▶ [To do] From the first line of the entries below through the line holding "position:absolute; left:660px; top:170px;", write out every line exactly, please, and leave out the pictures.

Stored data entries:
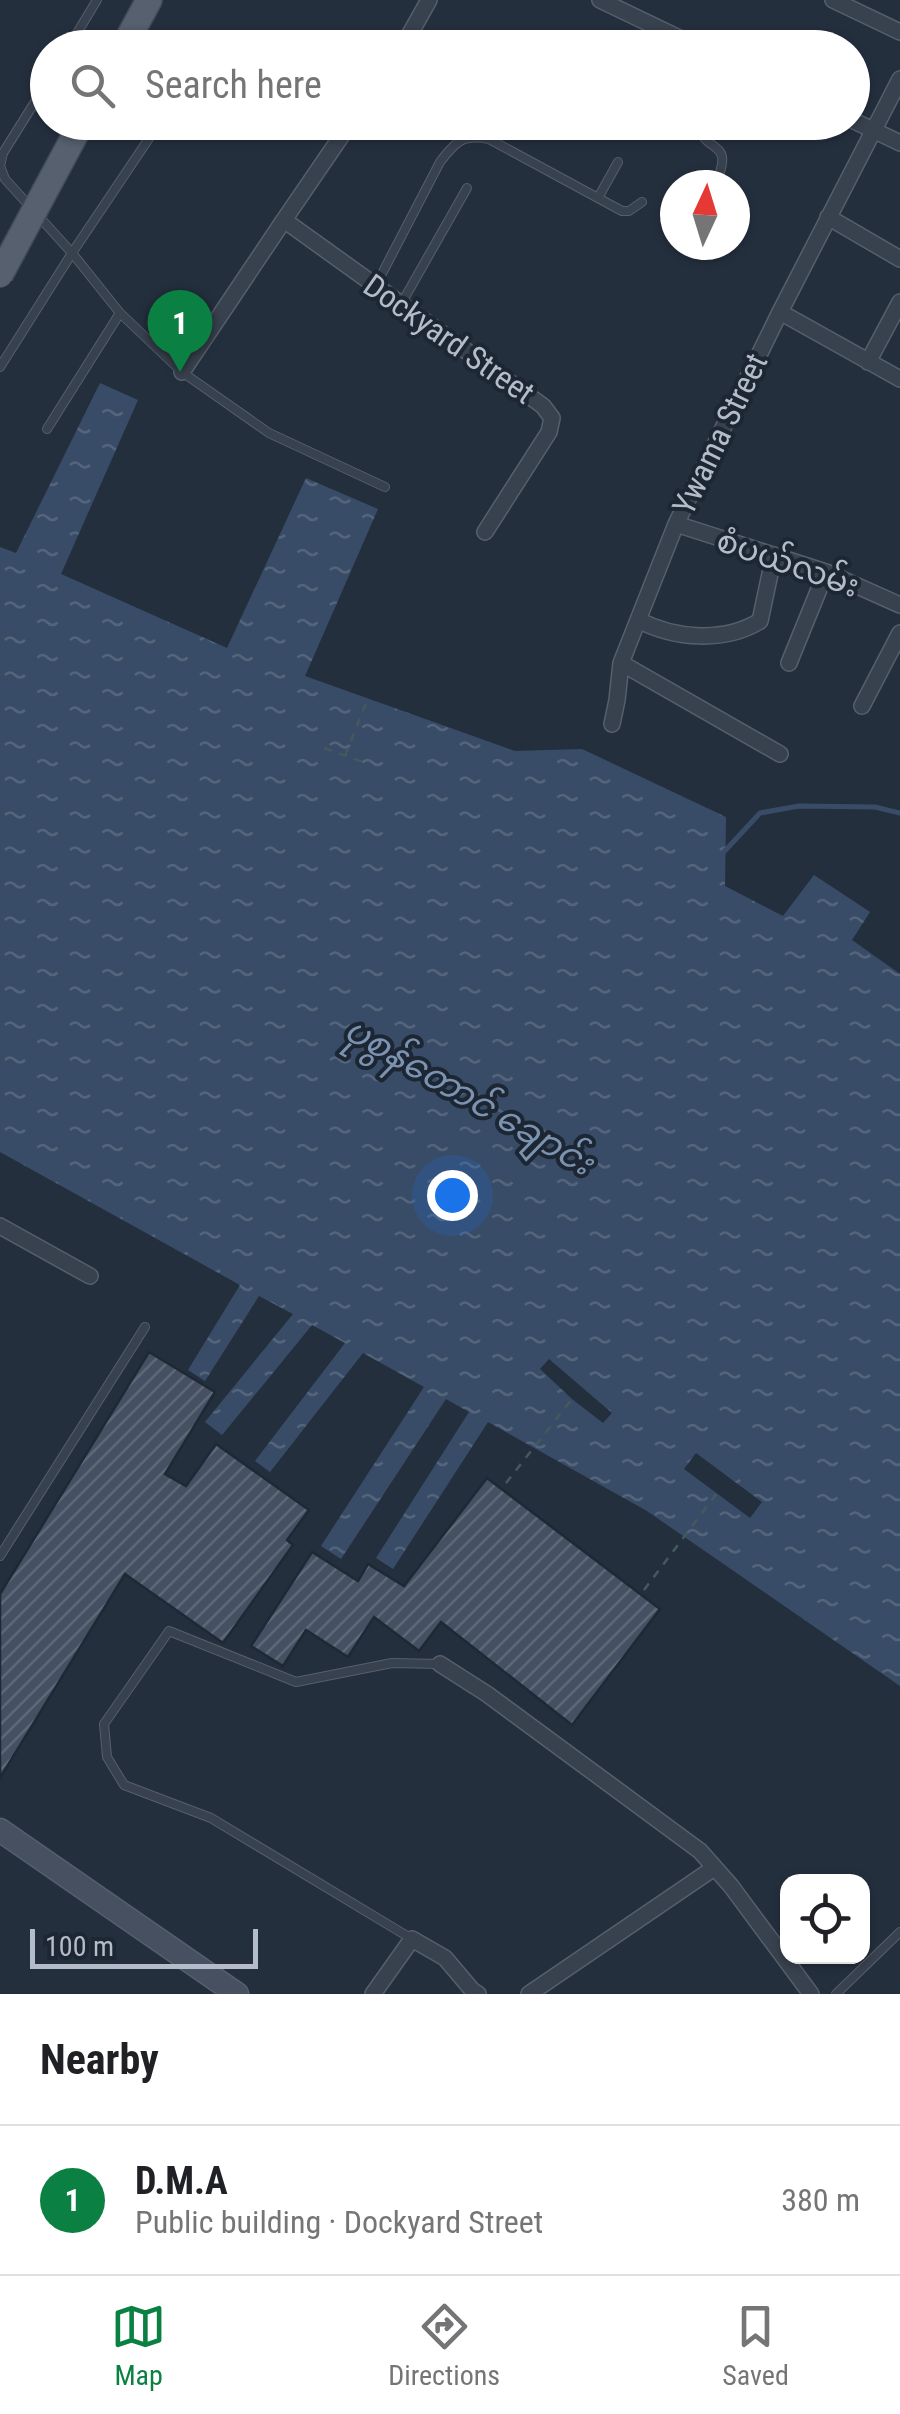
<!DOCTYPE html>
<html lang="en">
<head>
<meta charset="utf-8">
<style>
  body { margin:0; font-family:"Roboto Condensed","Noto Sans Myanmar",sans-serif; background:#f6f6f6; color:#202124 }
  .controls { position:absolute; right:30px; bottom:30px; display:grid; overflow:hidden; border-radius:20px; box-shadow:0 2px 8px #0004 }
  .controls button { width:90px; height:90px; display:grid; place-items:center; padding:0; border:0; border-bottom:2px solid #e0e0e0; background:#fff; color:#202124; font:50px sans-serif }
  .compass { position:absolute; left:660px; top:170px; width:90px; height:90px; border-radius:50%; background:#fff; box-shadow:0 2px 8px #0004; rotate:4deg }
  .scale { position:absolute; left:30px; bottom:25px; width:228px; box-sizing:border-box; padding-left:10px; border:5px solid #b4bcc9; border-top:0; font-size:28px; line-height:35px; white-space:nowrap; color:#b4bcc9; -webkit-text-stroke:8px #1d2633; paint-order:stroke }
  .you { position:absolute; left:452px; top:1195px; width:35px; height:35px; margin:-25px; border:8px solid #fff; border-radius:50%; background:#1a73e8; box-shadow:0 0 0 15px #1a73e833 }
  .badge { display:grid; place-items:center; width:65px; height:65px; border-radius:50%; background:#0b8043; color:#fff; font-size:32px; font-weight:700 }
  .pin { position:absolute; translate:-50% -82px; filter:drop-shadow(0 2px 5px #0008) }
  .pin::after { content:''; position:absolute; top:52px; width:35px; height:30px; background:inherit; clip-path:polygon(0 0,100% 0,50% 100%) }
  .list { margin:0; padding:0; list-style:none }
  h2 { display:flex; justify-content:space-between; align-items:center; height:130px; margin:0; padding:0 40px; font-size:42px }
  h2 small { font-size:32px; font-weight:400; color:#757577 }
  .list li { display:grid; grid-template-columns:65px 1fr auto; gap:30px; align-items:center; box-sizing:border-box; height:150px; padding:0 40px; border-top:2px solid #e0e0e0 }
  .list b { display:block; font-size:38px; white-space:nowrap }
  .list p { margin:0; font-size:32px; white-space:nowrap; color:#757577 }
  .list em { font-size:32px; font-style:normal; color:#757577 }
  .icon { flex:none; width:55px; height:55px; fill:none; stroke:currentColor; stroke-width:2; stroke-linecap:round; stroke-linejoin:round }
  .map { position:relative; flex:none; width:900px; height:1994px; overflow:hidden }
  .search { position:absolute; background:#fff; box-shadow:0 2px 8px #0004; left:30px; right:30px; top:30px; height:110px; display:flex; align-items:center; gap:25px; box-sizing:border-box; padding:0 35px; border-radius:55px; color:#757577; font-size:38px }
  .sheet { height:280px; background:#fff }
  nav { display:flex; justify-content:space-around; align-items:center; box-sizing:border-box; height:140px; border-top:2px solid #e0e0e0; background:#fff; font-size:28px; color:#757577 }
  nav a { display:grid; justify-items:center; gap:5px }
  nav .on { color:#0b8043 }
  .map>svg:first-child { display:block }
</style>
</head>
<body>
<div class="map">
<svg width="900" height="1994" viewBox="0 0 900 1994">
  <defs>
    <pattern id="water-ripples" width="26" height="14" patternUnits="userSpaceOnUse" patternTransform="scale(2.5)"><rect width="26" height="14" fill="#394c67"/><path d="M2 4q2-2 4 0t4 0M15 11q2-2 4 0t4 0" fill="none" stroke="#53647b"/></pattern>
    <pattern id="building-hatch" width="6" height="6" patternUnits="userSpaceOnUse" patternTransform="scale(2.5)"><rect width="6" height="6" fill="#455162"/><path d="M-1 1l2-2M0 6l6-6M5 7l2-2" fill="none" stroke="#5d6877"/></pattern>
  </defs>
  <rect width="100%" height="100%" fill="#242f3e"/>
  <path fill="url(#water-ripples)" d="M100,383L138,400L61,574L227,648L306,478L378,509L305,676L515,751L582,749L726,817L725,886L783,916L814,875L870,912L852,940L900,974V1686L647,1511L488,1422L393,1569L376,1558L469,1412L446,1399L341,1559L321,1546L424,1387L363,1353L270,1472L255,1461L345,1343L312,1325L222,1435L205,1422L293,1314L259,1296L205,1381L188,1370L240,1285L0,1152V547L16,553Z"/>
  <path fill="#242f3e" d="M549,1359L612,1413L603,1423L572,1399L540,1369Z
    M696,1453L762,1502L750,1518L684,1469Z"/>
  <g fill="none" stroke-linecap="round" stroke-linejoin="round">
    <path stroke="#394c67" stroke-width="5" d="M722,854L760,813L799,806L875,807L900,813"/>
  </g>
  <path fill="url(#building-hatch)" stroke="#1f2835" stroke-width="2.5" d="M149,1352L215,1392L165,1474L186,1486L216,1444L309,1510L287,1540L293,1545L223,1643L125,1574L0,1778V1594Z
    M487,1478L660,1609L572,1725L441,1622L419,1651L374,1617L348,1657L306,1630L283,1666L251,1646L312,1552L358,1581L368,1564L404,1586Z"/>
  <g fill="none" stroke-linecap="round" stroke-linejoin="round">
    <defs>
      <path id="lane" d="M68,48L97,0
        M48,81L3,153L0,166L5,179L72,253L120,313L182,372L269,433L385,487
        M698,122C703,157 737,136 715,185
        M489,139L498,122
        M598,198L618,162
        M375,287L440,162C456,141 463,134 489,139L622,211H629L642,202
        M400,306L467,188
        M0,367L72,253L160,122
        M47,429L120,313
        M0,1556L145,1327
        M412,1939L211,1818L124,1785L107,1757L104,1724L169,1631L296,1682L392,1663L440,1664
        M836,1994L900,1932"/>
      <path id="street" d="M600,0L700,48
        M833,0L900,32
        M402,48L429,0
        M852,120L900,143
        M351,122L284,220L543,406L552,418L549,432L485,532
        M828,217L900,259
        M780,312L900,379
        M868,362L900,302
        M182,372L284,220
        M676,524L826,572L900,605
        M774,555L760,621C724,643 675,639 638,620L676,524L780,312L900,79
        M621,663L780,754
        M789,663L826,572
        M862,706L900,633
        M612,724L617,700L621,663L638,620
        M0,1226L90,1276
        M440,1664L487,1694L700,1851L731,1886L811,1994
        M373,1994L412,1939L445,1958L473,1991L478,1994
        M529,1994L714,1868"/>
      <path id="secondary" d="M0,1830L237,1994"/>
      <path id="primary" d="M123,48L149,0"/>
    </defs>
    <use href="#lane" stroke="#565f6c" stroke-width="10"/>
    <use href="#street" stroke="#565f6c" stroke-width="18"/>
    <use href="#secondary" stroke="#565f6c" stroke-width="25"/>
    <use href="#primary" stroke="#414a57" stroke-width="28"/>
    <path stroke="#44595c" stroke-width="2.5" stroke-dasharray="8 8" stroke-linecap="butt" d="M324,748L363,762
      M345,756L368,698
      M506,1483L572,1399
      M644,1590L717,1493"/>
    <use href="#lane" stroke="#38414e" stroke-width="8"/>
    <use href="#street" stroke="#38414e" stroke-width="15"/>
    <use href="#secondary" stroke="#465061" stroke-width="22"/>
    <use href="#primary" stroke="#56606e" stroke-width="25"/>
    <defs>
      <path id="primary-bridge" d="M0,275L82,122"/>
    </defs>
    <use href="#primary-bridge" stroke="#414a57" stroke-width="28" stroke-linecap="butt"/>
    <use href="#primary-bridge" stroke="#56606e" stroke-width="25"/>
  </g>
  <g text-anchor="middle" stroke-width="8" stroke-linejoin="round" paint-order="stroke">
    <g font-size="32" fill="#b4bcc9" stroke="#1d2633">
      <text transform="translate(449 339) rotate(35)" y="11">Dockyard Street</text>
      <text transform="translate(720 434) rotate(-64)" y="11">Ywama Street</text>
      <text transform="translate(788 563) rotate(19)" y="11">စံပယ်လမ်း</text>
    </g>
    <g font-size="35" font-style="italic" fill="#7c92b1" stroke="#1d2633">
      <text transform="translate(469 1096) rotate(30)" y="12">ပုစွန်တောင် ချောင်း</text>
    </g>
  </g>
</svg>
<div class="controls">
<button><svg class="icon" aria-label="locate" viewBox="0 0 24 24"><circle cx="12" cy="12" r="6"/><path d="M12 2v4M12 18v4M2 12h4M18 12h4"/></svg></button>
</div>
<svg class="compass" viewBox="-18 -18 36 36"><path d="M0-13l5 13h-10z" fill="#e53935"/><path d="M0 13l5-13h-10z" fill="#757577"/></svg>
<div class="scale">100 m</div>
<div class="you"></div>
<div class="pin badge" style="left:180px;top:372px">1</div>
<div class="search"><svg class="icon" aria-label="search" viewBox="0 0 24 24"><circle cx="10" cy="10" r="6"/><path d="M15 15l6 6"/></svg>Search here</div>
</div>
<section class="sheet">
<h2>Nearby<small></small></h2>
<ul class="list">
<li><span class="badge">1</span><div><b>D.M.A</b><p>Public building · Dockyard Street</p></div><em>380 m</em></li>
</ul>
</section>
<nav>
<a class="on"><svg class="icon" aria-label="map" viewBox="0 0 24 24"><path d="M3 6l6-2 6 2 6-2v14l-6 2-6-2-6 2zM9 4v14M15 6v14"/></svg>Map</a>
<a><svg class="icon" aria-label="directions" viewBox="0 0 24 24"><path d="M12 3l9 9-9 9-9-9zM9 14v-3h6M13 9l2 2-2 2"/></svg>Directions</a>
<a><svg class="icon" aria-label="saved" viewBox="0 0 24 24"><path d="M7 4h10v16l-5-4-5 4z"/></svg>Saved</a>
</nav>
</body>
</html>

▶ [Written response]
<!DOCTYPE html>
<html lang="en">
<head>
<meta charset="utf-8">
<style>
  body { margin:0; font-family:"Roboto Condensed","Noto Sans Myanmar",sans-serif; background:#f6f6f6; color:#202124 }
  .controls { position:absolute; right:30px; bottom:30px; display:grid; overflow:hidden; border-radius:20px; box-shadow:0 2px 8px #0004 }
  .controls button { width:90px; height:90px; display:grid; place-items:center; padding:0; border:0; border-bottom:2px solid #e0e0e0; background:#fff; color:#202124; font:50px sans-serif }
  .compass { position:absolute; left:660px; top:170px; width:90px; height:90px; border-radius:50%; background:#fff; box-shadow:0 2px 8px #0004; rotate:4deg }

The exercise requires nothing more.